PA14 carrying pMMB-sfGFP or -mTagRFP-t was cultured in LB24 plus 200 μg ml−1 carbenicillin (at 37°C, 225 rpm), subcultured 1:100 into M9 plus 1% CAA (Casamino Acids) with 150 μg ml−1 carbenicillin, dispensed into a 96-well black plate with flat-bottom clear wells (200 μl/well), and incubated at 37°C in a Tecan Infinite M200 plate reader (12 wells/condition). Absorbance (OD600) and fluorescence (Ex/Em) were measured at 2- to 5-min intervals before and after the addition of IPTG (isopropyl-β-d-thiogalactopyranoside; final concentration, 0.5 mM) at early log phase to induce fluorophore expression. After 2 to 3 h, protein synthesis was inhibited in a subset of wells by the addition of chloramphenicol (Cm; final concentration, 500 μM). Background fluorescence was determined from samples grown in the absence of IPTG.
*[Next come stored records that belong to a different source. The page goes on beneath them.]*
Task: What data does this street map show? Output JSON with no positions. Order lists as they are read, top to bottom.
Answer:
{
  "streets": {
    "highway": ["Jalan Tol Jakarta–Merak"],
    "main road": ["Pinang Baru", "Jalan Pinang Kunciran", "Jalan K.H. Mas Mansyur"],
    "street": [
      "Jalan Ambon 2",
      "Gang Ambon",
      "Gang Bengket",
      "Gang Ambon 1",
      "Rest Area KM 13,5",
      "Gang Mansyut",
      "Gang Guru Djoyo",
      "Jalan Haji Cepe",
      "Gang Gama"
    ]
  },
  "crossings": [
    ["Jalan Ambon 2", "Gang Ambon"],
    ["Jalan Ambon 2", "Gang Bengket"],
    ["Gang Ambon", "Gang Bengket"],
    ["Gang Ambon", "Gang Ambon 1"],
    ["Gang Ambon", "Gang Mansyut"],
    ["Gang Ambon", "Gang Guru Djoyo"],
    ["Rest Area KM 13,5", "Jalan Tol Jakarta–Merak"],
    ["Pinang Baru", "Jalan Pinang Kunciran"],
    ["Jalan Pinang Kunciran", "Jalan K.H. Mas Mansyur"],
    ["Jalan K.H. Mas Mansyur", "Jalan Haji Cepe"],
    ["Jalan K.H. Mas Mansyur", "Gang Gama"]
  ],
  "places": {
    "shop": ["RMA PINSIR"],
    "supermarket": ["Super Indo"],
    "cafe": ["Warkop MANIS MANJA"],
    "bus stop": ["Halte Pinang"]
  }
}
Maturation times for sfGFP and mTagRFP-t were calculated according to reference 35. Briefly, the fluorescence intensity (FI) at the time of Cm addition was set to 0, and the maximum (100%) FI signal was set to 1. Fluorescence data between the time of Cm addition and FI signal saturation were fitted using MATLAB to (y) = a* (1 − exp[−b · x]), where b is the characteristic time constant at normalized 63% FI, and 1/b is the maturation time.